RECORDS:
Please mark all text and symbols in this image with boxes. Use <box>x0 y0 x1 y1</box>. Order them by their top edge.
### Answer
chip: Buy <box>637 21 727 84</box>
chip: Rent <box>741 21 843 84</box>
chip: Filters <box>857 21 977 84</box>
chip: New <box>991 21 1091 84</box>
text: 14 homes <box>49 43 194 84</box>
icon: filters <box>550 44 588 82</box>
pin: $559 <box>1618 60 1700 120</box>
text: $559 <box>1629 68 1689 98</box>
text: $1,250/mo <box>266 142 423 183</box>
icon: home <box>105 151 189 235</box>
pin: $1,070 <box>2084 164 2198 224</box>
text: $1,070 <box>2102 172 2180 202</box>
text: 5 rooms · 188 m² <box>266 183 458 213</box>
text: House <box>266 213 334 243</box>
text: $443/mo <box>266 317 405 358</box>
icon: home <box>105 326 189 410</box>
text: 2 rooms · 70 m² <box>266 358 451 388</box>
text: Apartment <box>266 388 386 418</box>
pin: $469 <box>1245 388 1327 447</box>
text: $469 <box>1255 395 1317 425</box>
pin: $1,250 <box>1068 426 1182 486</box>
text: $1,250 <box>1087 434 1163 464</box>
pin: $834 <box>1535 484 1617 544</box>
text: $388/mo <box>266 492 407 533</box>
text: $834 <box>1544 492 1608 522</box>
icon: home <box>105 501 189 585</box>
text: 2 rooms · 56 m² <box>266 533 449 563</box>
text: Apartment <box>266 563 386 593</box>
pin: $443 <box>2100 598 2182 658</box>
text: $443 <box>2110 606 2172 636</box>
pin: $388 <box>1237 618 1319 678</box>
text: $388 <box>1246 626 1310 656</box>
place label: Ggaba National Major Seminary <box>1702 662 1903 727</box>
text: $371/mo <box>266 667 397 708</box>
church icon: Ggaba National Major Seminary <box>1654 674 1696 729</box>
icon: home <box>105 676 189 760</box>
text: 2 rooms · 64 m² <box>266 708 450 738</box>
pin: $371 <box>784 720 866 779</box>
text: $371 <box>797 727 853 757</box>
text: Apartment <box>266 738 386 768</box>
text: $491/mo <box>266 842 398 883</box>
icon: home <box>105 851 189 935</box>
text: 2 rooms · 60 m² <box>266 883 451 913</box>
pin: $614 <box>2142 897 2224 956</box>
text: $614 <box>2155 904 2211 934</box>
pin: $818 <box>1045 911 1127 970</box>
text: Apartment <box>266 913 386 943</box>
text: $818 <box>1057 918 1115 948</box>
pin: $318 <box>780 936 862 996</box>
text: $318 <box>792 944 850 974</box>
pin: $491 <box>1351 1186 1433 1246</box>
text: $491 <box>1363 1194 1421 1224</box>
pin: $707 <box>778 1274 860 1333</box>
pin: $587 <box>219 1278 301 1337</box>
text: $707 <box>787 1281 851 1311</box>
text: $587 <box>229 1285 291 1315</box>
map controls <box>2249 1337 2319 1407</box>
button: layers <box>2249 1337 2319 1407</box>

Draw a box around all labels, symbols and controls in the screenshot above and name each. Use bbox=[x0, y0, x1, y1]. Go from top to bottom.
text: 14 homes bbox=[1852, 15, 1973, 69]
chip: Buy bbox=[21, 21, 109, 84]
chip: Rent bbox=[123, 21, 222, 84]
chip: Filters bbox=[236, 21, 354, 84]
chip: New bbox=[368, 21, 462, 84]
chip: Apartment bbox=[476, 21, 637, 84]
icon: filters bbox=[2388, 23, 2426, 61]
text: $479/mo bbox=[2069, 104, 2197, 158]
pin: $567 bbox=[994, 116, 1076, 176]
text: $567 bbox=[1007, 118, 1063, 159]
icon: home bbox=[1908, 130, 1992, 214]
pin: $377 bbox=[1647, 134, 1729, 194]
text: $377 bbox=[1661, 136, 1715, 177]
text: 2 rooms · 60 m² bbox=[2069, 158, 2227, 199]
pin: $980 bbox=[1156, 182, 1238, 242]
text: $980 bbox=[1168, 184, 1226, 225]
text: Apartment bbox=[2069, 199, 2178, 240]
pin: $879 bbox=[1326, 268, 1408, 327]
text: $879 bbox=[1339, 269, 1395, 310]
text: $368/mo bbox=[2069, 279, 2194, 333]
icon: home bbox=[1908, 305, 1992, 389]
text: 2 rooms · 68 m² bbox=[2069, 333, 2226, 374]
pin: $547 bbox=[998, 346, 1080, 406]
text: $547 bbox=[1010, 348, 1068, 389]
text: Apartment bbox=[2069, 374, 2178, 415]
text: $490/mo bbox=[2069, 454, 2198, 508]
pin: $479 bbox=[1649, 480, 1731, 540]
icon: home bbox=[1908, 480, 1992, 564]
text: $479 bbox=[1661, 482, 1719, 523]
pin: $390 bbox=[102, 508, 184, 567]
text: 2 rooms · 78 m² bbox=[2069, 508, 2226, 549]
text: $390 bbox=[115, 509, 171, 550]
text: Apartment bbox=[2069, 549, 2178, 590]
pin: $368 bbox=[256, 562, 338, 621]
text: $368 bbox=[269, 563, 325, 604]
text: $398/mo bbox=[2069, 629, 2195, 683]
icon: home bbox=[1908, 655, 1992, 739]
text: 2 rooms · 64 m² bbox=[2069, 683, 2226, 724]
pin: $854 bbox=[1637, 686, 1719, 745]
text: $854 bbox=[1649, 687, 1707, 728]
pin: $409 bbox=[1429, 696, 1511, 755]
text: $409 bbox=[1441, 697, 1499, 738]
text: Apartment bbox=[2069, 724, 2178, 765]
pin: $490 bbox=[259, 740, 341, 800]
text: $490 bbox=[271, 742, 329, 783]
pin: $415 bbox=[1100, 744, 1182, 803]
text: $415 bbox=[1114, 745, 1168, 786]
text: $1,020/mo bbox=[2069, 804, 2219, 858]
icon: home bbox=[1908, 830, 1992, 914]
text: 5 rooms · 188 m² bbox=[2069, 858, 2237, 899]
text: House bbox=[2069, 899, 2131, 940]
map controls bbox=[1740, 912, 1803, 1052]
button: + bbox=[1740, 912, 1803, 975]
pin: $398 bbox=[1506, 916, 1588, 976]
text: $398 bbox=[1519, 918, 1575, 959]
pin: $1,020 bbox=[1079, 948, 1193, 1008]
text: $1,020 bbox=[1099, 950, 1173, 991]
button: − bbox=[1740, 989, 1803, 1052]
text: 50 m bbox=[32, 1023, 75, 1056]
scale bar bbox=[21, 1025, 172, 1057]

YOUR GOAL: Find the lines above that include the string "Major" and copy them.

THE COMPLETED TASK:
place label: Ggaba National Major Seminary <box>1702 662 1903 727</box>
church icon: Ggaba National Major Seminary <box>1654 674 1696 729</box>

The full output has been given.